6.Standard Support. To receive Standard Support, Partner is required to be running on a Supported Version (i.e., n, n-1 or n-2). Partner will automatically be enrolled into Extended Support for Non-Supported Versions (i.e., n-3 or older).

7.Extended Support. Partner will be charged the Extended Support Fee for Extended Support. Extended Support allows Partner to continue receiving Support for Products of a version older than the Supported Version past the end date of Standard Support. Extended Support is for versions n-3 and above. On the date which Standard Support expires, Platform9 will automatically enroll Partner Nodes in Extended Support. Automatic enrollment into Extended Support does not change the Node and does not impact the uptime or performance of Partner Nodes.

For example, if the end of Standard Support date for version n-2 is July 31 (release of the new version), 2024. If Partner does not manually upgrade to version n-1 before July 31, 2024 the Nodes become n-3 on July 31, 2024, and Platform9 automatically enrolls Partner Nodes in Extended Support on July 31, 2024. Starting July 1, 2024, Platform9 will automatically invoice Partner for the upcoming quarter of Extended Support.

Extended Support is available for up to one year past the end of Standard Support date. After this time, if Partner has not upgraded to a supported version, then Platform9 will mandate an upgrade.

8.Extended Support Fee. Extended Support Fee is calculated monthly and automatically invoiced quarterly. The first six months of Extended Support is charged at 2x the per node price set out in the Order Form. The second six months is charged at 4x the per node price set out in the Order Form. Platform9 recommends that Partner upgrades to a supported version as soon as possible.

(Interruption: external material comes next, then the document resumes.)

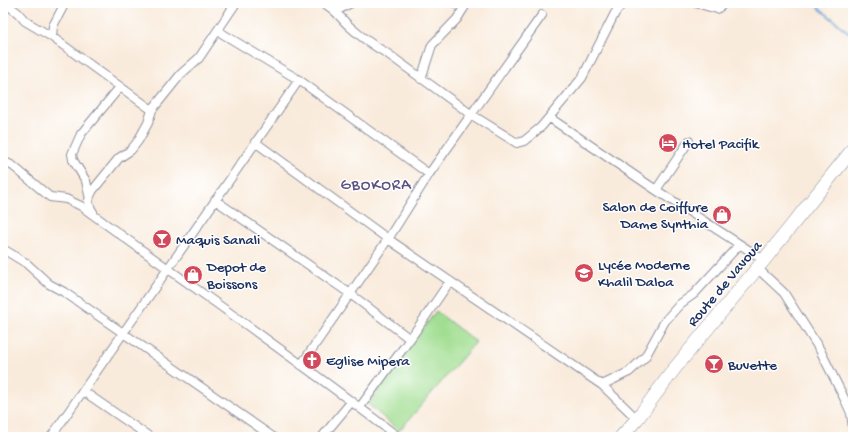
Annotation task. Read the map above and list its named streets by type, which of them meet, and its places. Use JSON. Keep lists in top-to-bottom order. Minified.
{"streets":{"main road":["Route de Vavoua"]},"districts":["GBOKORA"],"places":{"hotel":["Hotel Pacifik"],"shop":["Salon de Coiffure Dame Synthia","Depot de Boissons"],"bar":["Maquis Sanali","Buvette"],"school or university":["Lycée Moderne Khalil Daloa"],"church":["Eglise Mipera"]}}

Pricing example: Per Node price on Order Form is $2500 per year, which is equivalent to $625 per quarter. In the first 3 months Extended Support Fee is $625 x 2 = $1,250. In the second 3 months Extended Support Fee is $625 x 2 = $1,250. In the third 3 months Extended Support Fee is $625 x 4 = $2,500. In the fourth 3 months Extended Support Fee is $625 x 4 = $2,500. The total for a full year of Extended Support for a Node will be $7,500.

9.Conditions, Exclusions, and Termination.

a.Conditions. Platform9’s obligation to provide Support is conditioned upon the following: (i) Partner makes reasonable efforts to solve the Error after consulting with Platform9; (ii) Partner provides Platform9 with sufficient information and resources to correct the Error, as well as any and all assistance reasonably requested by Platform9; and (iii) Partner procures, installs, and maintains all equipment, telephone lines, communication interfaces and other hardware necessary to access and operate the Products.

b.Exclusions. Platform9 is not obligated to provide Support in the following situations: (i) the problem is caused by Partner’s negligence, hardware malfunction, or other causes beyond the reasonable control of Platform9; or (ii) the problem is with third party software not licensed through Platform9.

c.Termination. Platform9 reserves the right to conclude its performance of a Support case when, in its reasonable discretion, Platform9 determines that it has provided a satisfactory resolution or workaround to the Error.